Inner Mongolia, a minority region that is now more than 80% ethnic Chinese, was among the first to embrace China’s reform policies in the 1980s. In China’s rural areas, an important reform policy, the “household responsibility system,” redistributed farmland to households after the collectivization of the 1960s and 70s. Inner Mongolia set an example for grazing regions with a “double” distribution of both livestock and grassland to households. Fencing was encouraged and by the 1990s all usable grassland in the Ordos had been closed.
The government hailed the completion of fencing as great progress on the road to development. The negative effects of grassland privatization, however, soon became clear. Overgrazing and other sources of grassland degradation quickly began to emerge as significant problems. In the past, the shared grasslands had been a significant source of support not only for Mongolian animal husbandry practices, but for the entire cultural fabric of the region. According to anthropologist Dee Mack Williams, who worked in eastern Inner Mongolia in the late 1990s, the damage to Mongolian culture due to grassland privatization has been even more severe than that of the Mao era.
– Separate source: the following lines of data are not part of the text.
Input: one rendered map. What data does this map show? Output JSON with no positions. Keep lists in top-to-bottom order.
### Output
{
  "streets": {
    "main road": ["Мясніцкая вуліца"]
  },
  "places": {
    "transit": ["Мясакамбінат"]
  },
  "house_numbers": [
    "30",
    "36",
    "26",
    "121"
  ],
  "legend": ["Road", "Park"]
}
Intensive land use has followed grassland privatization. The most intensive has to be the rapid expansion of farmland through irrigation. The Ordos area is dry, with only 300-500 mm of annual precipitation (roughly the same as the Lhasa area, and about a third that of New York City), and has sandy soil. Groundwater in the area, however, is shallow and easy to access, so irrigation did not require significant labor or technology. Utilizing well-digging techniques they learned from Han farmers in Shaanxi Province, to the immediate South, the Mongols of Ordos were able to rapidly expand irrigation. Corn and other water-intensive crops were planted. Mongols in the Ordos area now own and cultivate more land than their poorer Chinese neighbors in Shaanxi.
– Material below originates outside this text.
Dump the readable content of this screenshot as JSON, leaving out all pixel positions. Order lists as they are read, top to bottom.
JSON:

In addition to the rapid expansion of irrigation, a coordinated effort has been made to raise the overall productivity of the grasslands. Post-Mao China has tried hard to shake off the image of Mao’s war against nature. In northern China, that effort has taken the form of the Great Green Wall, an afforestation program which began in 1978 to hold back the advance of the Gobi Desert. Shrubs and grasses hve also been planted directly on the desert, and aerial seeding has sought to further expand grass-cover in the region.
What has resulted from these intensive practices? Let us first look at the changing grassland. The Great Green Wall, now covering more than 500,000 acres, is the largest artificial forest on earth. Already by 2001, in a community at the dry center of the Ordos where Mongols are concentrated, the number of trees had risen from 200-300 per person in the 1980s to over 2,000. Most of the trees planted, however, were willows, which require much water to sustain.
Shrubs and grasses also increased, but the overall quality of the grassland over the period has significantly decreased. Overgrazing had already become a serious problem by the late 1990s. Now the best-quality lowland grassland, where wild grasses once rose above the knee, has been grazed to the ground. Moving sand has been activated as the lowland water table has fallen. The percentage of land covered by moving sand, a measure of overall land condition, at 50%, however, has remained about the same as in the 1980s. Decades of effort towards ecological improvement seem to have improved neither the quality of the grasslands nor the larger ecosystem.
My optimism about the post-Mao environmental future has been replaced with grave concern as I came to an ironic realization: Post-Mao ecological policy has followed the same logic as Mao’s war against nature: that of human domination and control of nature. Land improvement programs set out to make new productive lands instead of recovering the grassland ecosystem that once was. The result has been counter-productive, and the failure prompted the launch of controversial “ecological migration” programs, moving people off seriously degraded grassland, in 2000.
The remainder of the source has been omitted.